- _Activity_
Write out the data word for word and omit every picture.

-------- Supplied records --------

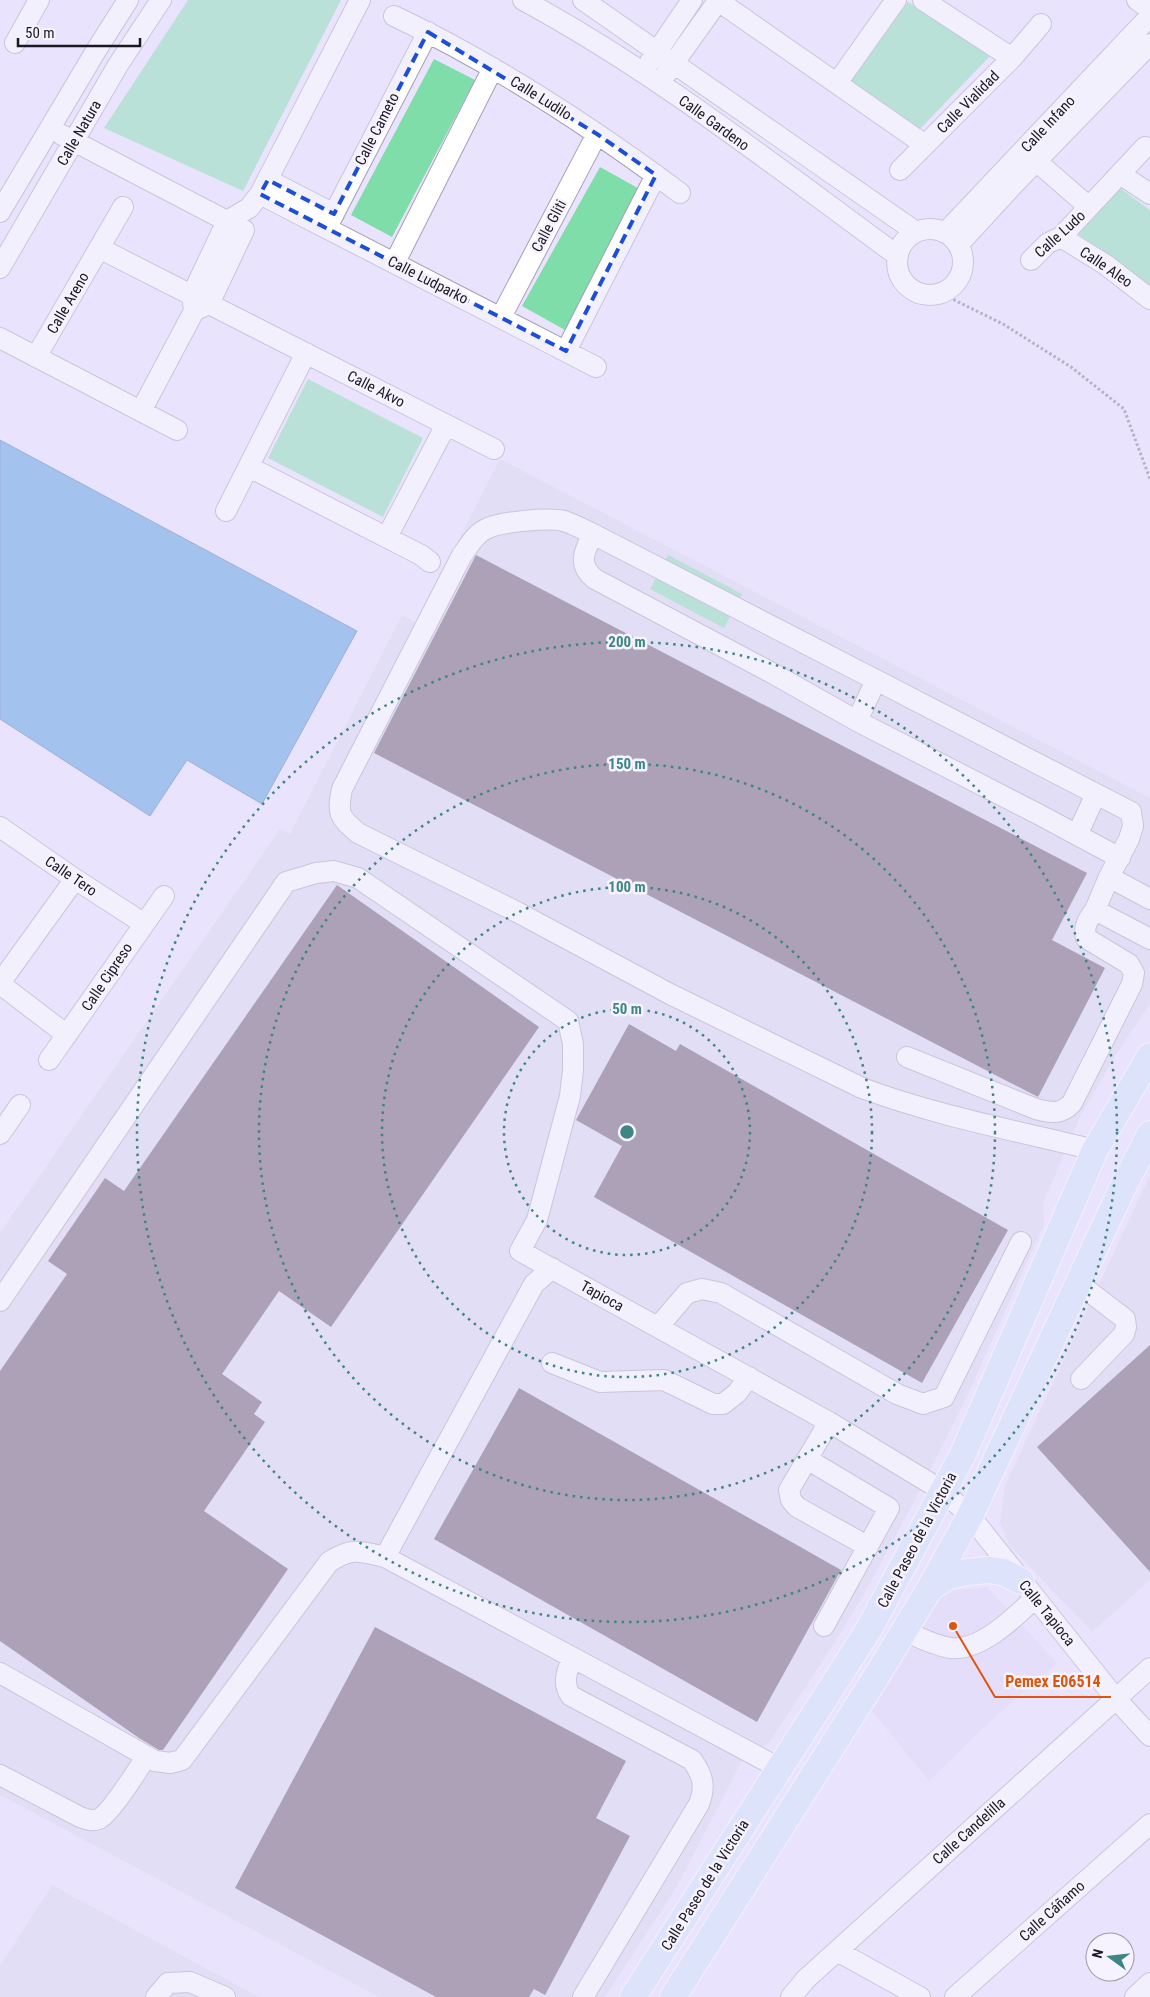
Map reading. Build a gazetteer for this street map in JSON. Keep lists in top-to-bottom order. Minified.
{"streets":{"main road":["Calle Paseo de la Victoria"],"street":["Calle Ludilo","Calle Vialidad","Calle Gardeno","Calle Infano","Calle Cameto","Calle Natura","Calle Gliti","Calle Ludo","Calle Aleo","Calle Ludparko","Calle Areno","Calle Akvo","Calle Tero","Calle Cipreso","Tapioca","Calle Tapioca","Calle Candelilla","Calle Cáñamo"]},"crossings":[["Calle Ludilo","Calle Cameto"],["Calle Ludilo","Calle Gliti"],["Calle Gardeno","Calle Infano"],["Calle Infano","Calle Ludo"],["Calle Cameto","Calle Ludparko"],["Calle Gliti","Calle Ludparko"],["Calle Ludo","Calle Aleo"],["Calle Tero","Calle Cipreso"],["Tapioca","Calle Paseo de la Victoria"],["Tapioca","Calle Tapioca"],["Calle Paseo de la Victoria","Calle Tapioca"],["Calle Tapioca","Calle Candelilla"]],"places":["Pemex E06514"],"scale_bar":"50 m","north":"left","rings":["200 m","150 m","100 m","50 m"]}
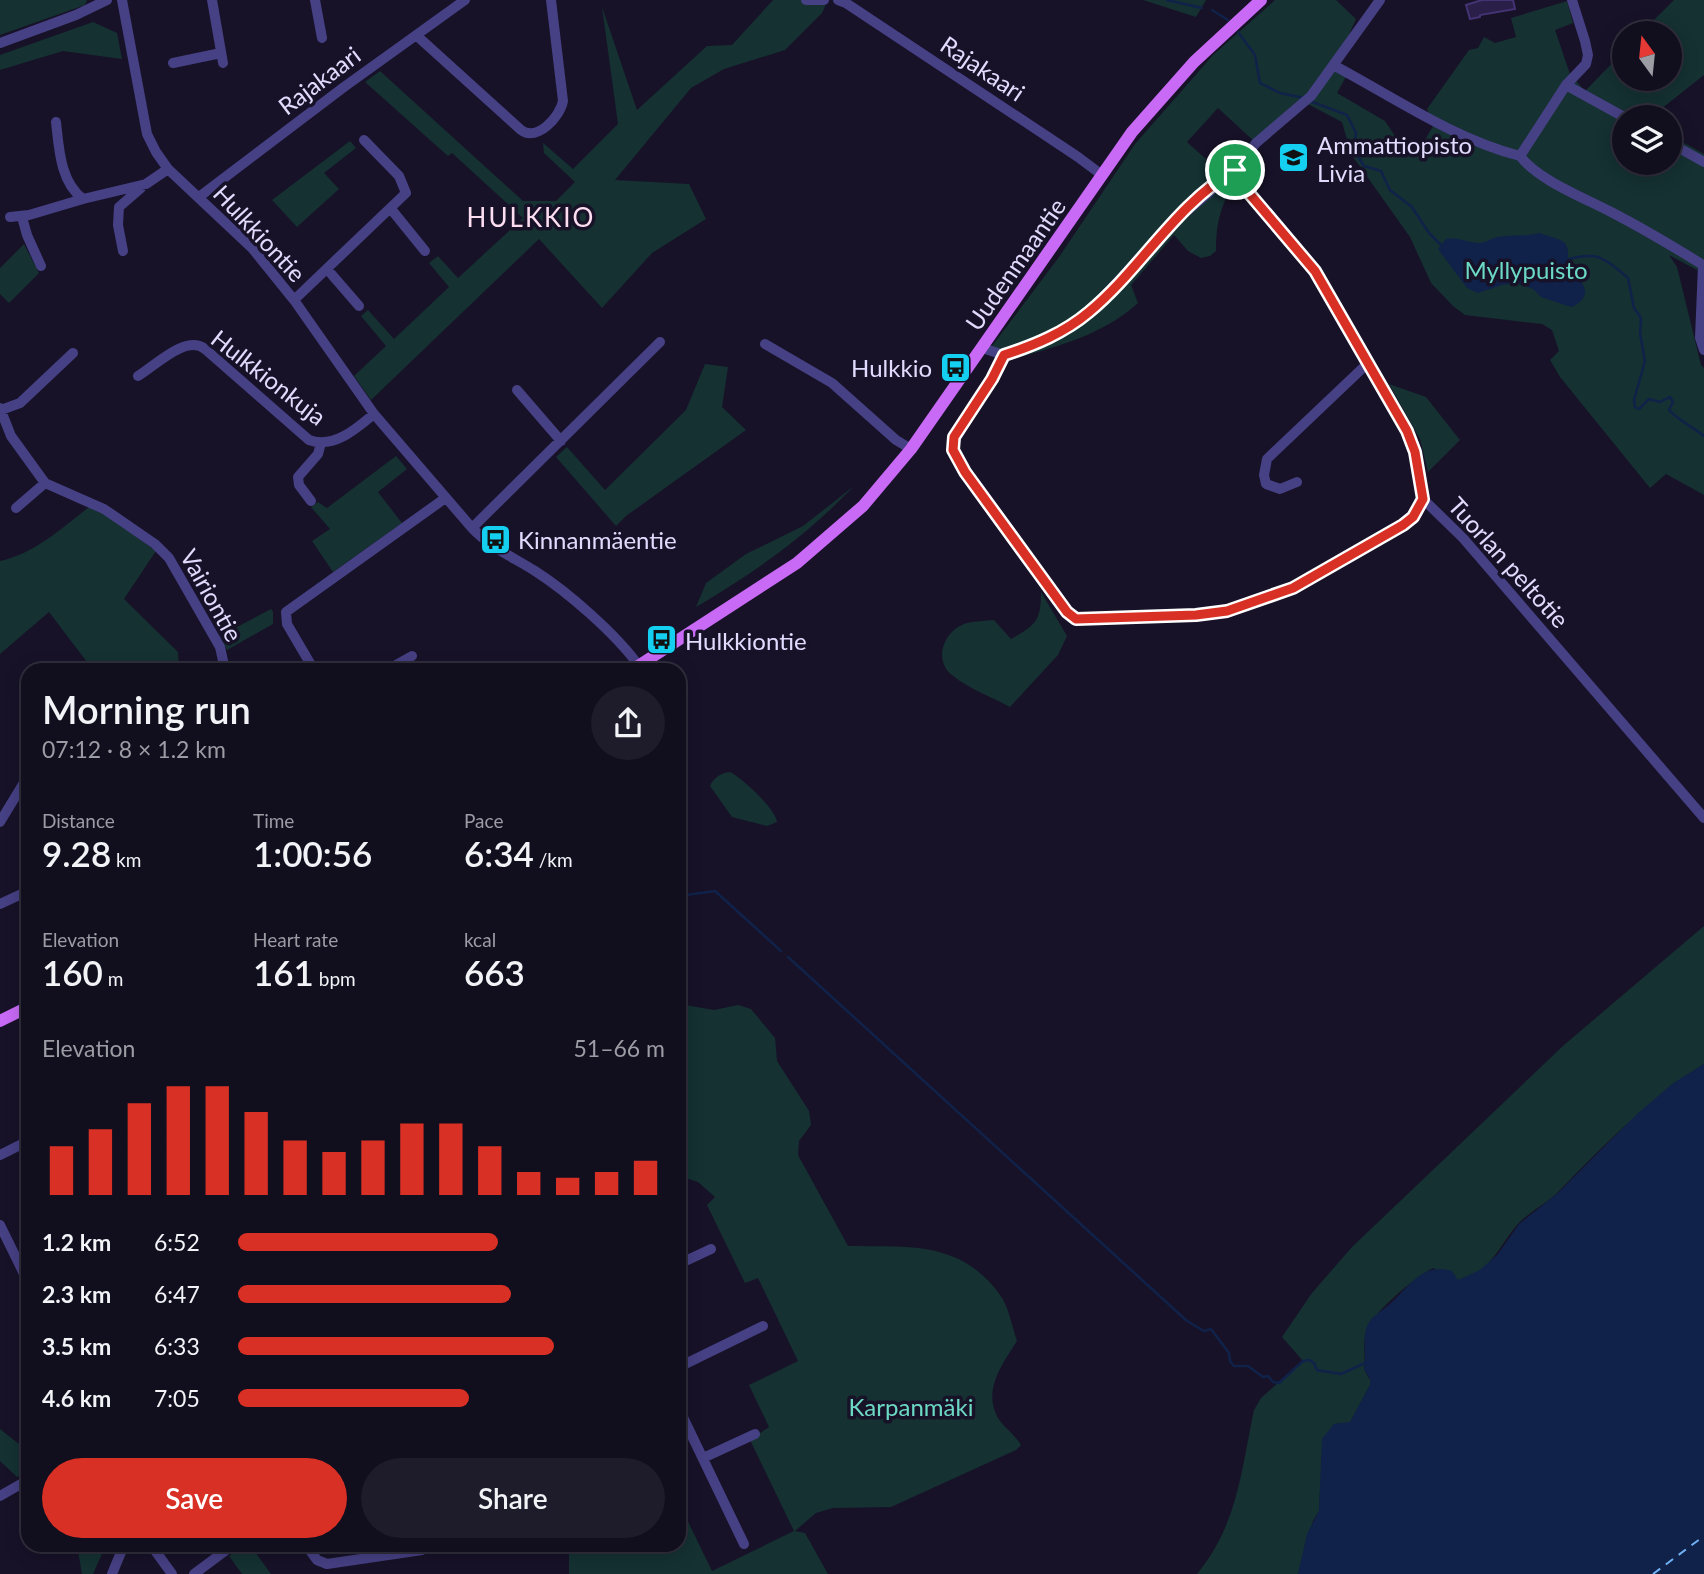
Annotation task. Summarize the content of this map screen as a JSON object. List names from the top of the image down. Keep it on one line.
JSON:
{"streets":{"main road":["Uudenmaantie"],"street":["Rajakaari","Hulkkiontie","Hulkkionkuja","Tuorlan peltotie","Vairiontie"]},"crossings":[["Rajakaari","Hulkkiontie"],["Rajakaari","Uudenmaantie"],["Hulkkiontie","Hulkkionkuja"]],"districts":["HULKKIO"],"parks":["Myllypuisto","Karpanmäki"],"places":{"school or university":["Ammattiopisto Livia"],"bus stop":["Hulkkio","Kinnanmäentie","Hulkkiontie"]},"north":"top","page":{"heading":["Morning run","07:12 · 8 × 1.2 km"],"stats":[["Distance","9.28 km"],["Time","1:00:56"],["Pace","6:34 /km"],["Elevation","160 m"],["Heart rate","161 bpm"],["kcal","663"]],"chart":["Elevation","51–66 m"],"list":[{"name":"1.2 km","note":"6:52"},{"name":"2.3 km","note":"6:47"},{"name":"3.5 km","note":"6:33"},{"name":"4.6 km","note":"7:05"}],"buttons":["Save","Share"]}}
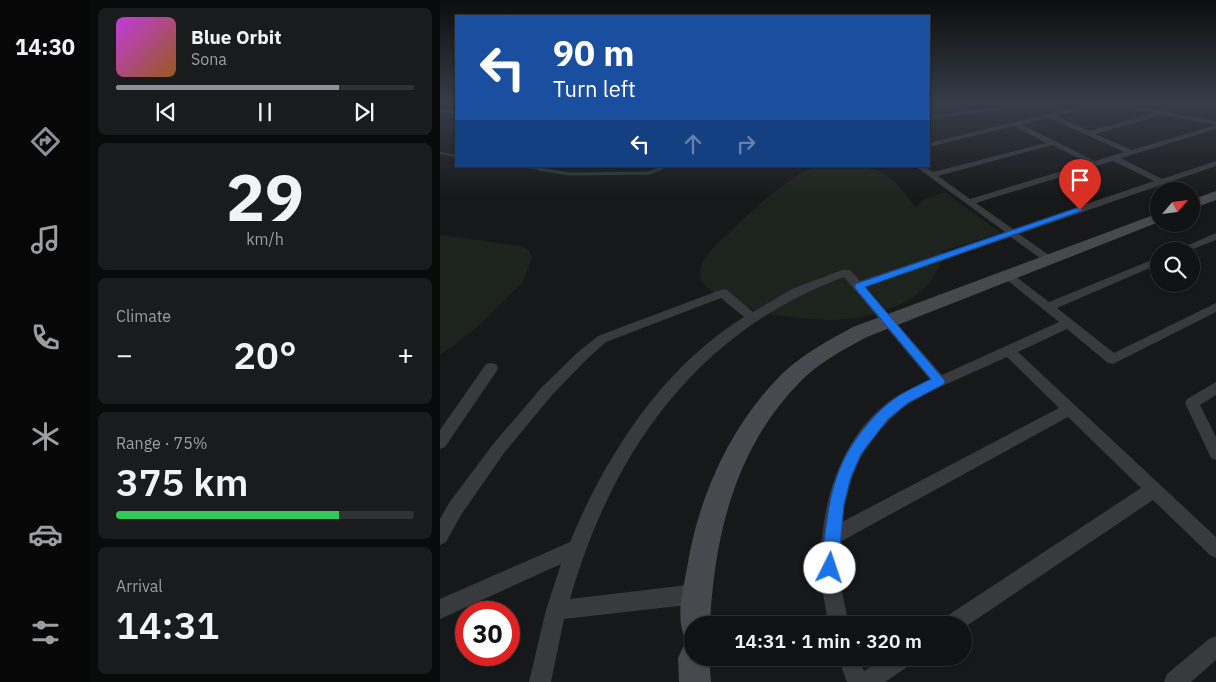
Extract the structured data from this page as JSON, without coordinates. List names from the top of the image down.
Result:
{
  "north": "top right",
  "page": {
    "tabs": "14:30",
    "turn": ["90 m", "Turn left"],
    "song": ["Blue Orbit", "Sona"],
    "tile": [
      ["29", "km/h"],
      "Climate",
      ["Range · 75%", "375 km"],
      ["Arrival", "14:31"]
    ],
    "heat": ["−", "20°", "+"],
    "limit": "30",
    "trip": "14:31 · 1 min · 320 m"
  }
}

--------

- _Result_
Map reading. Build a gazetteer for this street map in JSON. Keep lists in top-to-bottom order. Minified.
{"streets":{"main road":["Calle Paseo de la Victoria"],"street":["Calle Ludilo","Calle Vialidad","Calle Gardeno","Calle Infano","Calle Cameto","Calle Natura","Calle Gliti","Calle Ludo","Calle Aleo","Calle Ludparko","Calle Areno","Calle Akvo","Calle Tero","Calle Cipreso","Tapioca","Calle Tapioca","Calle Candelilla","Calle Cáñamo"]},"crossings":[["Calle Ludilo","Calle Cameto"],["Calle Ludilo","Calle Gliti"],["Calle Gardeno","Calle Infano"],["Calle Infano","Calle Ludo"],["Calle Cameto","Calle Ludparko"],["Calle Gliti","Calle Ludparko"],["Calle Ludo","Calle Aleo"],["Calle Tero","Calle Cipreso"],["Tapioca","Calle Paseo de la Victoria"],["Tapioca","Calle Tapioca"],["Calle Paseo de la Victoria","Calle Tapioca"],["Calle Tapioca","Calle Candelilla"]],"places":["Pemex E06514"],"scale_bar":"50 m","north":"left","rings":["200 m","150 m","100 m","50 m"]}
Annotation task. Summarize the content of this map screen as a JSON object. List names from the top of the image down. Keep it on one line.
JSON:
{"streets":{"main road":["Uudenmaantie"],"street":["Rajakaari","Hulkkiontie","Hulkkionkuja","Tuorlan peltotie","Vairiontie"]},"crossings":[["Rajakaari","Hulkkiontie"],["Rajakaari","Uudenmaantie"],["Hulkkiontie","Hulkkionkuja"]],"districts":["HULKKIO"],"parks":["Myllypuisto","Karpanmäki"],"places":{"school or university":["Ammattiopisto Livia"],"bus stop":["Hulkkio","Kinnanmäentie","Hulkkiontie"]},"north":"top","page":{"heading":["Morning run","07:12 · 8 × 1.2 km"],"stats":[["Distance","9.28 km"],["Time","1:00:56"],["Pace","6:34 /km"],["Elevation","160 m"],["Heart rate","161 bpm"],["kcal","663"]],"chart":["Elevation","51–66 m"],"list":[{"name":"1.2 km","note":"6:52"},{"name":"2.3 km","note":"6:47"},{"name":"3.5 km","note":"6:33"},{"name":"4.6 km","note":"7:05"}],"buttons":["Save","Share"]}}
Extract the structured data from this page as JSON, without coordinates. List names from the top of the image down.
Result:
{
  "north": "top right",
  "page": {
    "tabs": "14:30",
    "turn": ["90 m", "Turn left"],
    "song": ["Blue Orbit", "Sona"],
    "tile": [
      ["29", "km/h"],
      "Climate",
      ["Range · 75%", "375 km"],
      ["Arrival", "14:31"]
    ],
    "heat": ["−", "20°", "+"],
    "limit": "30",
    "trip": "14:31 · 1 min · 320 m"
  }
}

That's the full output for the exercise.